On 14 May 1919, the Greek mission in Smyrna read a statement announcing that Greek troops would be arriving the next day in the city. Smith reports that this news was "received with great emotion" by the Greek population of the city while thousands of Turkish residents gathered in the hill that night lighting fires and beating drums in protest. The same night, thousands of Turkish prisoners were released from a prison with the complicity of the Ottoman and Italian commanders in charge of the prison.

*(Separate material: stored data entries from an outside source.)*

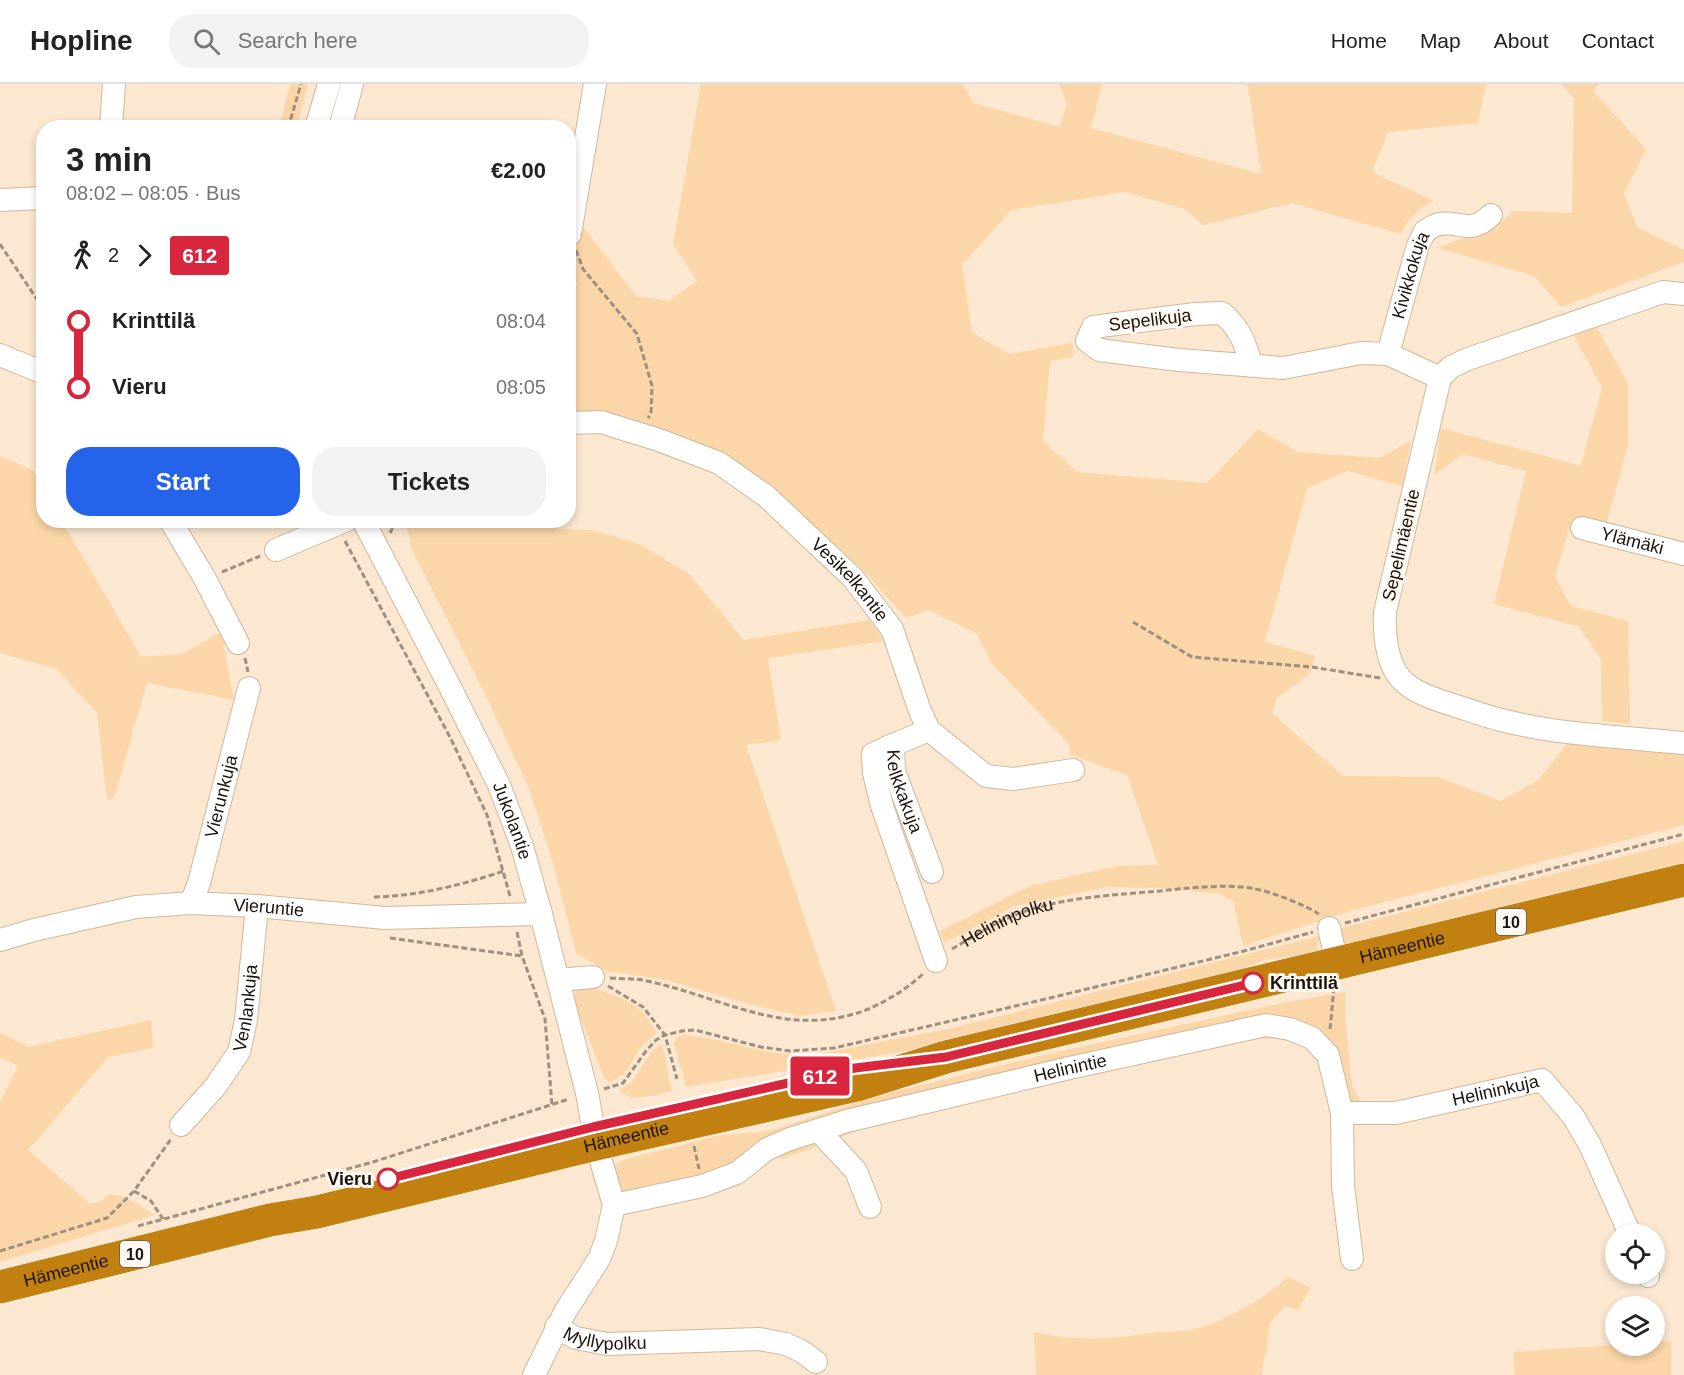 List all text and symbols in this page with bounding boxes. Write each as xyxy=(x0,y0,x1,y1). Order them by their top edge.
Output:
search box xyxy=(169,14,589,68)
text: Hopline xyxy=(30,25,133,56)
icon: search xyxy=(190,25,223,58)
text: Search here xyxy=(238,28,358,53)
text: Home xyxy=(1331,29,1387,52)
text: Map xyxy=(1420,29,1461,52)
text: About xyxy=(1494,29,1549,52)
text: Contact xyxy=(1582,29,1654,52)
text: 3 min xyxy=(66,141,152,178)
text: €2.00 xyxy=(491,158,546,183)
text: 08:02 – 08:05 · Bus xyxy=(66,182,241,204)
street label: Kivikkokuja xyxy=(1388,227,1434,321)
icon: walk xyxy=(66,239,99,272)
icon: forward xyxy=(128,239,161,272)
text: 2 xyxy=(108,244,119,266)
text: 612 xyxy=(182,244,217,267)
street label: Sepelikuja xyxy=(1108,305,1193,335)
text: Krinttilä xyxy=(112,308,195,333)
text: 08:04 xyxy=(496,310,546,332)
text: Vieru xyxy=(112,374,167,399)
text: 08:05 xyxy=(496,376,546,398)
button: Start xyxy=(66,447,300,516)
button: Tickets xyxy=(312,447,546,516)
street label: Sepelimäentie xyxy=(1378,487,1424,603)
street label: Ylämäki xyxy=(1599,523,1666,558)
street label: Vesikelkantie xyxy=(807,534,892,625)
street label: Kelkkakuja xyxy=(883,749,927,837)
street label: Vierunkuja xyxy=(201,752,242,840)
street label: Jukolantie xyxy=(489,779,535,862)
street label: Helininpolku xyxy=(958,894,1055,951)
street label: Vieruntie xyxy=(233,895,305,920)
road number: 10 xyxy=(1496,909,1526,935)
street label: Hämeentie xyxy=(1357,928,1447,967)
street label: Venlankuja xyxy=(229,962,261,1054)
marker: Krinttilä xyxy=(1242,972,1264,994)
place label: Krinttilä xyxy=(1270,973,1339,993)
street label: Helinintie xyxy=(1032,1050,1108,1086)
line badge: 612 xyxy=(786,1056,854,1096)
text: 612 xyxy=(802,1065,838,1088)
street label: Helininkuja xyxy=(1450,1071,1542,1110)
street label: Hämeentie xyxy=(581,1118,671,1157)
marker: Vieru xyxy=(377,1168,399,1190)
place label: Vieru xyxy=(327,1169,372,1189)
map controls xyxy=(1605,1224,1665,1356)
button: locate xyxy=(1605,1224,1665,1284)
road number: 10 xyxy=(120,1241,150,1267)
street label: Hämeentie xyxy=(21,1250,111,1291)
button: layers xyxy=(1605,1296,1665,1356)
street label: Myllypolku xyxy=(560,1323,647,1354) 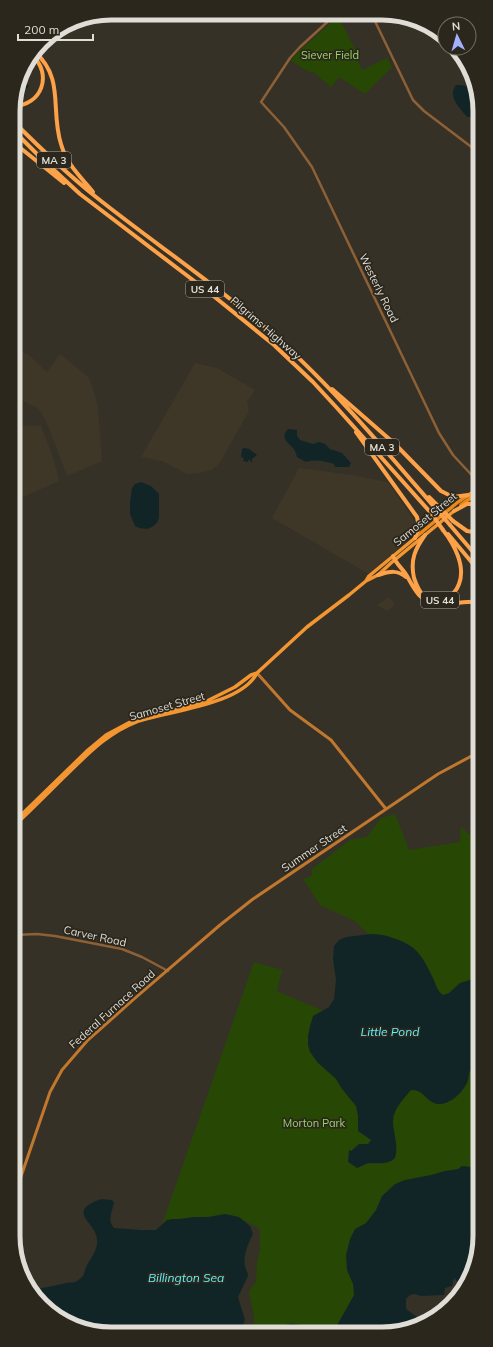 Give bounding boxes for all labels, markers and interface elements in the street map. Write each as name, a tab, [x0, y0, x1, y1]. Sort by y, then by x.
scale bar	[18, 16, 93, 42]
north arrow	[437, 16, 477, 56]
text: N	[451, 19, 461, 33]
text: 200 m	[24, 22, 59, 37]
park label: Siever Field	[301, 48, 359, 62]
road number: MA 3	[37, 152, 71, 168]
street label: Westerly Road	[356, 251, 402, 325]
road number: US 44	[186, 281, 224, 297]
street label: Pilgrims Highway	[228, 293, 304, 363]
road number: MA 3	[365, 439, 399, 455]
street label: Samoset Street	[390, 489, 460, 549]
road number: US 44	[421, 592, 459, 608]
street label: Samoset Street	[128, 688, 207, 723]
street label: Summer Street	[279, 821, 349, 875]
street label: Carver Road	[62, 923, 128, 949]
street label: Federal Furnace Road	[66, 967, 158, 1051]
water label: Little Pond	[361, 1024, 420, 1039]
park label: Morton Park	[283, 1116, 346, 1130]
water label: Billington Sea	[148, 1270, 224, 1285] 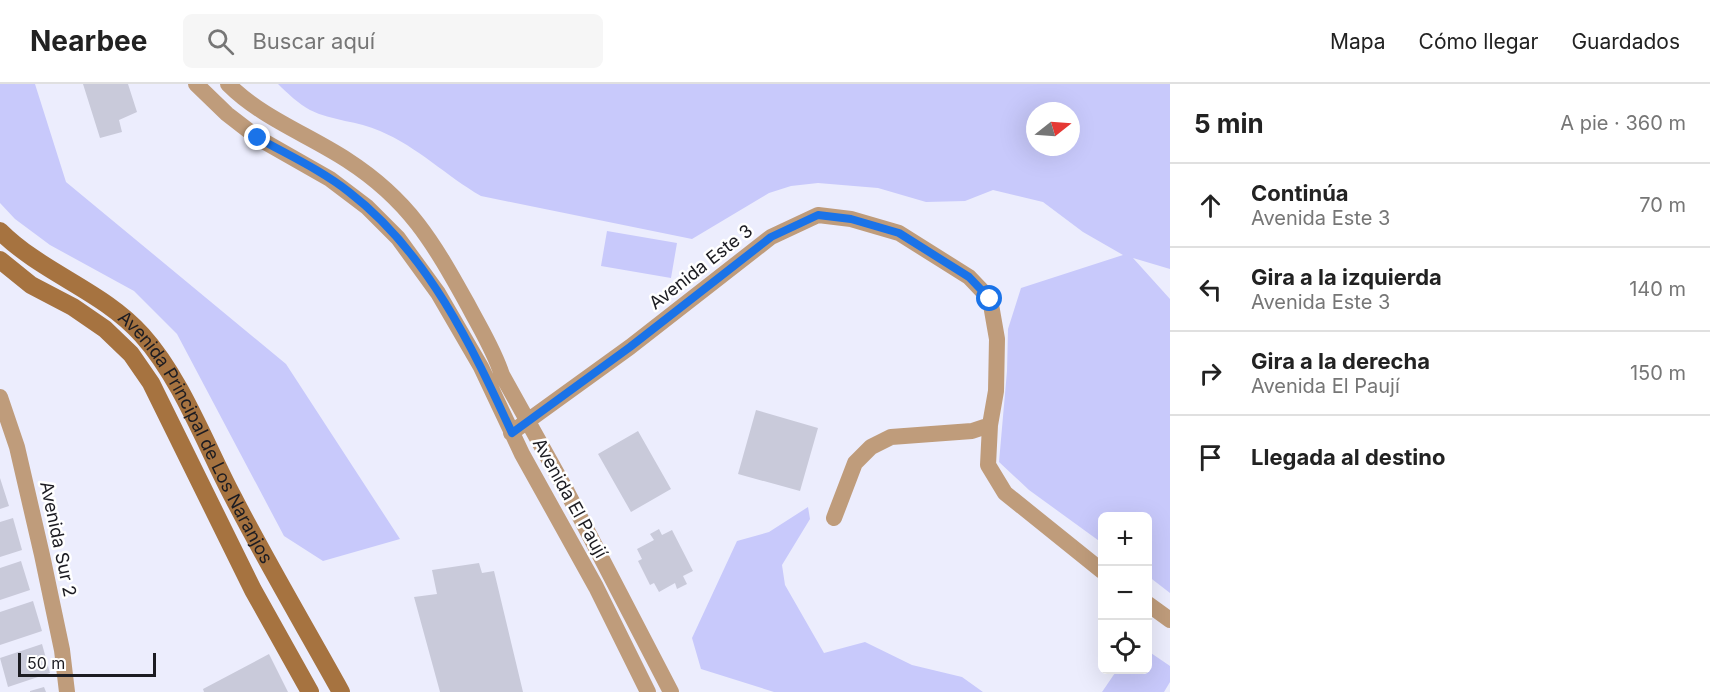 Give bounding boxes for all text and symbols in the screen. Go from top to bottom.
search box [183,14,603,68]
text: Nearbee [30,24,147,58]
icon: search [204,25,237,58]
text: Buscar aquí [252,28,375,54]
text: Mapa [1330,29,1386,54]
text: Cómo llegar [1419,29,1538,54]
text: Guardados [1571,29,1680,54]
north arrow [1026,102,1080,156]
text: 5 min [1194,108,1264,139]
text: A pie · 360 m [1560,111,1686,135]
route end [244,124,270,150]
text: Continúa [1251,180,1349,206]
icon: ahead [1194,189,1227,222]
text: 70 m [1639,193,1686,217]
text: Avenida Este 3 [1251,206,1390,230]
street label: Avenida Este 3 [645,220,757,313]
text: Gira a la izquierda [1251,264,1442,290]
icon: left [1194,273,1227,306]
text: 140 m [1629,277,1686,301]
route start [976,285,1002,311]
text: Avenida Este 3 [1251,290,1390,314]
street label: Avenida Principal de Los Naranjos [114,306,278,567]
text: Gira a la derecha [1251,348,1430,374]
icon: right [1194,357,1227,390]
text: 150 m [1630,361,1686,385]
text: Avenida El Paují [1251,374,1400,398]
street label: Avenida El Paují [529,434,612,562]
icon: arrive [1194,441,1227,474]
text: Llegada al destino [1251,444,1445,470]
street label: Avenida Sur 2 [36,479,81,599]
map controls [1098,512,1152,674]
button: + [1098,512,1152,566]
button: − [1098,566,1152,620]
button: locate [1098,620,1152,674]
scale bar [18,650,156,678]
text: 50 m [27,653,65,673]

Greek occupation of Smyrna started on 15 May 1919 where a large crowd gathered waving the Greek kingdom flags on the docks where the Greek troops were expected to arrive. The Metropolitan of Smyrna, Chrysostomos, blessed the first troops as they arrived. An inexperienced colonel was in charge of the operation and neither the appointed high commissioner nor high-ranking military individuals were there for the landing, resulting in miscommunication and a breakdown of discipline. Most significantly, this resulted in the 1/38 Evzone Regiment landing north of where they were to take up their post. They had to march south, passing a large part of the Greek celebratory crowds, the Ottoman governor's konak and the barracks of Ottoman troops. Someone other than the Greek soldiers fired a shot (Smith states that no one knows who despite multiple investigations) and chaos resulted, with the Greek troops firing multiple shots into the konak and the barracks. The Ottoman troops surrendered and the Greek regiment began marching them up the coast to a ship to serve as a temporary prison. A British subject at the scene claimed he witnessed the shooting deaths of thirty unarmed prisoners during this march, by both Greeks in the crowd and Greek troops. British officers in the harbor reported seeing Greek troops bayoneting multiple Turkish prisoners during the march and then saw them thrown into the sea. In the chaos, looting of Turkish houses began, and by the end of the day three to four hundred Turks had been killed. One hundred Greeks were also killed, including two soldiers. Violence continued the next day and for the next months as Greek troops took over towns and villages in the region and atrocities were committed by both ethnic groups, notably the Battle of Aydın on 27 June 1919.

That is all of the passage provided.